TASK INPUTS
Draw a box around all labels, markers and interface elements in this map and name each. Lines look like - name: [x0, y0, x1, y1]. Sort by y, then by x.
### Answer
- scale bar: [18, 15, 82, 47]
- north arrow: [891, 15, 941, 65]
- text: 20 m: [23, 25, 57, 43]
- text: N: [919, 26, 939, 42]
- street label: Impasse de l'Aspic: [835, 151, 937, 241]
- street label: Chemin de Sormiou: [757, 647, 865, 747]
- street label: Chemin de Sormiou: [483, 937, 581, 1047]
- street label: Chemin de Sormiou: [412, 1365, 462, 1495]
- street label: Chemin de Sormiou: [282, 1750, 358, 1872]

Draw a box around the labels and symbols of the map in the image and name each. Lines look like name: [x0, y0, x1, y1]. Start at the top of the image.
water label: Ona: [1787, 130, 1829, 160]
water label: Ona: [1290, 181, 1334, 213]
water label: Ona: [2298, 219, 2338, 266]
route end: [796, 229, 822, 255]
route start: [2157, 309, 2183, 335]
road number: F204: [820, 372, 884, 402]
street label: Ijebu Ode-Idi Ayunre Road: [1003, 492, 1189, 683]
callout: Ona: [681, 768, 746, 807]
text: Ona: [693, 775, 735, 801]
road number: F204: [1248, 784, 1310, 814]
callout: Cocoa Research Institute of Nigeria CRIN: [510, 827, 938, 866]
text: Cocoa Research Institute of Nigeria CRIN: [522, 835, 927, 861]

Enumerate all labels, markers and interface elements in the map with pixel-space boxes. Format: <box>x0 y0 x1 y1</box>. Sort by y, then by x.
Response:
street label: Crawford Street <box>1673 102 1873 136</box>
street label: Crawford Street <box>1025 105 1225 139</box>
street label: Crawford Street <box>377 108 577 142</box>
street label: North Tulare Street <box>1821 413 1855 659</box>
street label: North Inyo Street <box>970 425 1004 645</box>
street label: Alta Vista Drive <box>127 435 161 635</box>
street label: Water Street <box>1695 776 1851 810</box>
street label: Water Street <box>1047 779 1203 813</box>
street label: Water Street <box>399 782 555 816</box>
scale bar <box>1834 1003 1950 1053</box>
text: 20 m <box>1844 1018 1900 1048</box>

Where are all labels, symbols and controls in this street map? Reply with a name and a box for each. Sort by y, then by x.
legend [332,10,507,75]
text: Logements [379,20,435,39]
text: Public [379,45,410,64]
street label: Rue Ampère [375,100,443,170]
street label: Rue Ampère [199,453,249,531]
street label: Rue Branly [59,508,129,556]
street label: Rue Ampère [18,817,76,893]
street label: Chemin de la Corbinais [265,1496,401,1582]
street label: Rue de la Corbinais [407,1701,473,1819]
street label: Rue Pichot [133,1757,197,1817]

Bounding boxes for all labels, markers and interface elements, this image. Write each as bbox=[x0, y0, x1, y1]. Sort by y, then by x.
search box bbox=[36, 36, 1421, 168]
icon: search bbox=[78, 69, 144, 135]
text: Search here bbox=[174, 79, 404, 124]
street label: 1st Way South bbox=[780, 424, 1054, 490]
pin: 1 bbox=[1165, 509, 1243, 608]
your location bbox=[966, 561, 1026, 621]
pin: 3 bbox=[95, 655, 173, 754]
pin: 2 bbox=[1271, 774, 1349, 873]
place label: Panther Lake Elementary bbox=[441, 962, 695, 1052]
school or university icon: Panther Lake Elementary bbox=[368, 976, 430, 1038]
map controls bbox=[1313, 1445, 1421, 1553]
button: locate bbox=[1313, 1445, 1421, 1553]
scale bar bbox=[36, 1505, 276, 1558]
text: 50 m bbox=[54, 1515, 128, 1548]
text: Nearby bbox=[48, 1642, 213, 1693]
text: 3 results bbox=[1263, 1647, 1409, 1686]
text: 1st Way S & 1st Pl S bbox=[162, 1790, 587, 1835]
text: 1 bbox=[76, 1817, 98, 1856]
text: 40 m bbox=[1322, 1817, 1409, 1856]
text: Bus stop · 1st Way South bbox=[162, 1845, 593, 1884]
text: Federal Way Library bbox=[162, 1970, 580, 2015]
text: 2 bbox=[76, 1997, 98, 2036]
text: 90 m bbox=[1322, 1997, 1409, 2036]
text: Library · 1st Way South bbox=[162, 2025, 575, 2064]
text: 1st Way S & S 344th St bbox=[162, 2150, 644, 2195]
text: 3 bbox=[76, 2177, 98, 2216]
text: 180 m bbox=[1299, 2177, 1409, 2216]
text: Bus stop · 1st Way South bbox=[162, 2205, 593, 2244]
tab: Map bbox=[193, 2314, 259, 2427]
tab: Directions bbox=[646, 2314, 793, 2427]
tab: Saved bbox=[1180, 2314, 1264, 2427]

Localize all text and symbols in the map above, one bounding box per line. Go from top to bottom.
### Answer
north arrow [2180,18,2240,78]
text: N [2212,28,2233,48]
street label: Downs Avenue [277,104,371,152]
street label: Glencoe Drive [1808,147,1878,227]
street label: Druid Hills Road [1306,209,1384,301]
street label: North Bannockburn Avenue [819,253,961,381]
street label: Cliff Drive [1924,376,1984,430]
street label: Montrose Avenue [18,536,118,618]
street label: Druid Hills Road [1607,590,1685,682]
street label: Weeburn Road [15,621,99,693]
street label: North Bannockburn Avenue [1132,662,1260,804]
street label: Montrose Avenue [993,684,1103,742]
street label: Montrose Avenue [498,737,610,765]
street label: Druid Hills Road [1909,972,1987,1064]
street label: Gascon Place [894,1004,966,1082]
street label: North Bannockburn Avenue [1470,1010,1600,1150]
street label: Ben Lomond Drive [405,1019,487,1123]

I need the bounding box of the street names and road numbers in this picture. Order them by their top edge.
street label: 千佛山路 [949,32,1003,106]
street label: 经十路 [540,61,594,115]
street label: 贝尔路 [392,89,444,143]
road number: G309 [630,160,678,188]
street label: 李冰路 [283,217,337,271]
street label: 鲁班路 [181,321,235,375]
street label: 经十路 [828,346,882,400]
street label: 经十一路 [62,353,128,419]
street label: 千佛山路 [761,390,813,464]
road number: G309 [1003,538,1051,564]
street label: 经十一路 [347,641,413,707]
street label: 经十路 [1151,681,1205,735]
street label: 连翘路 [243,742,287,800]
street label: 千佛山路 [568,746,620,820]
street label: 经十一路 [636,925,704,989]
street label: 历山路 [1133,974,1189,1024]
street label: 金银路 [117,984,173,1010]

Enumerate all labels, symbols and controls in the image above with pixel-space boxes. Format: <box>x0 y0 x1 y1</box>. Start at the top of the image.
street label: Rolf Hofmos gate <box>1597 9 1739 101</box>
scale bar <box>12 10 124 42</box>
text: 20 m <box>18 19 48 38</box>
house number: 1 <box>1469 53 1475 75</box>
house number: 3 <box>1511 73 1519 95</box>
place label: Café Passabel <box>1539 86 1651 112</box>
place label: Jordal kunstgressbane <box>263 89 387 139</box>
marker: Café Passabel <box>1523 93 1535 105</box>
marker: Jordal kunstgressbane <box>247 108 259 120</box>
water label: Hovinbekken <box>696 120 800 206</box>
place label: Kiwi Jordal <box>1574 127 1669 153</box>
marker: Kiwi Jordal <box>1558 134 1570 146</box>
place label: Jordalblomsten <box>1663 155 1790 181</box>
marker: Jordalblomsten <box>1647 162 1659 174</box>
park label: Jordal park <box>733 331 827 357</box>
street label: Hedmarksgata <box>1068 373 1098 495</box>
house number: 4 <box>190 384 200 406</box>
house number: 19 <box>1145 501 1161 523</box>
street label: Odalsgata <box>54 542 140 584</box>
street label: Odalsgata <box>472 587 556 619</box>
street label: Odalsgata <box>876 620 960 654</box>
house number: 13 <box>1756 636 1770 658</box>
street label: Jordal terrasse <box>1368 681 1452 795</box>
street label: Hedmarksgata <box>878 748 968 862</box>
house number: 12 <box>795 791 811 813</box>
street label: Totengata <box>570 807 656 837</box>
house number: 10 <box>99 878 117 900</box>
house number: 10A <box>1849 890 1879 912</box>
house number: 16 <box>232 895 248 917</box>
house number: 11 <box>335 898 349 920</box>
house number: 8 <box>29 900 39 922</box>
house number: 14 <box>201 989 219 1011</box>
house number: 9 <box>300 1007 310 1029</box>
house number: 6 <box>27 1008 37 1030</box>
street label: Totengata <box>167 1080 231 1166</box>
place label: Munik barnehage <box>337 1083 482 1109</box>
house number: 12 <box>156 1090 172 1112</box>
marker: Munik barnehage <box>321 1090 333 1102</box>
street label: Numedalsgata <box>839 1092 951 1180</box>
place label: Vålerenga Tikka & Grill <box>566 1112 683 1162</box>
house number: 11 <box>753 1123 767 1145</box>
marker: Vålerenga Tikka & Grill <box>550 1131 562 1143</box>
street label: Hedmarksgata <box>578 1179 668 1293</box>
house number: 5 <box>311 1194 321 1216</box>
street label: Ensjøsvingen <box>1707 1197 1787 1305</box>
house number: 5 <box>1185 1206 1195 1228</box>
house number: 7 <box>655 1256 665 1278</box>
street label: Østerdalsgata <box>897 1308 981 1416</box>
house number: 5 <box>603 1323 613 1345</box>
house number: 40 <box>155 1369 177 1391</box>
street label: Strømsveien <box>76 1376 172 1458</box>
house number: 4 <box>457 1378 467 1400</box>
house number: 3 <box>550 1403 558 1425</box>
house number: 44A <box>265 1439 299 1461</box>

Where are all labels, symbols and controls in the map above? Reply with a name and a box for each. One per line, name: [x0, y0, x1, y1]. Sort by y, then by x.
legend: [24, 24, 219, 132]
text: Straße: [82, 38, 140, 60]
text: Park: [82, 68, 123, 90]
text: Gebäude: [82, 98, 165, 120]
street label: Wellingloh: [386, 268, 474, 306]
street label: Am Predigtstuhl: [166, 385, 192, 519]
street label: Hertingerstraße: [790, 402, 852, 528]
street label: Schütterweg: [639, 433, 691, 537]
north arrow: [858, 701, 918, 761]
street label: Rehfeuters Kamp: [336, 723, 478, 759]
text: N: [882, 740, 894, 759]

PROMPT
Take the listing above from its first line through the line containing "Enumerate all labels, markers", and transcribe that stretch exactly, with no other lines.

PROBLEM SOLUTION
Draw a box around all labels, markers and interface elements in this map and name each. Lines look like - name: [x0, y0, x1, y1]. Sort by y, then by x.
### Answer
- scale bar: [18, 15, 82, 47]
- north arrow: [891, 15, 941, 65]
- text: 20 m: [23, 25, 57, 43]
- text: N: [919, 26, 939, 42]
- street label: Impasse de l'Aspic: [835, 151, 937, 241]
- street label: Chemin de Sormiou: [757, 647, 865, 747]
- street label: Chemin de Sormiou: [483, 937, 581, 1047]
- street label: Chemin de Sormiou: [412, 1365, 462, 1495]
- street label: Chemin de Sormiou: [282, 1750, 358, 1872]

Draw a box around the labels and symbols of the map in the image and name each. Lines look like name: [x0, y0, x1, y1]. Start at the top of the image.
water label: Ona: [1787, 130, 1829, 160]
water label: Ona: [1290, 181, 1334, 213]
water label: Ona: [2298, 219, 2338, 266]
route end: [796, 229, 822, 255]
route start: [2157, 309, 2183, 335]
road number: F204: [820, 372, 884, 402]
street label: Ijebu Ode-Idi Ayunre Road: [1003, 492, 1189, 683]
callout: Ona: [681, 768, 746, 807]
text: Ona: [693, 775, 735, 801]
road number: F204: [1248, 784, 1310, 814]
callout: Cocoa Research Institute of Nigeria CRIN: [510, 827, 938, 866]
text: Cocoa Research Institute of Nigeria CRIN: [522, 835, 927, 861]

Enumerate all labels, markers and interface elements in the map with pixel-space boxes. Format: <box>x0 y0 x1 y1</box>. Sort by y, then by x.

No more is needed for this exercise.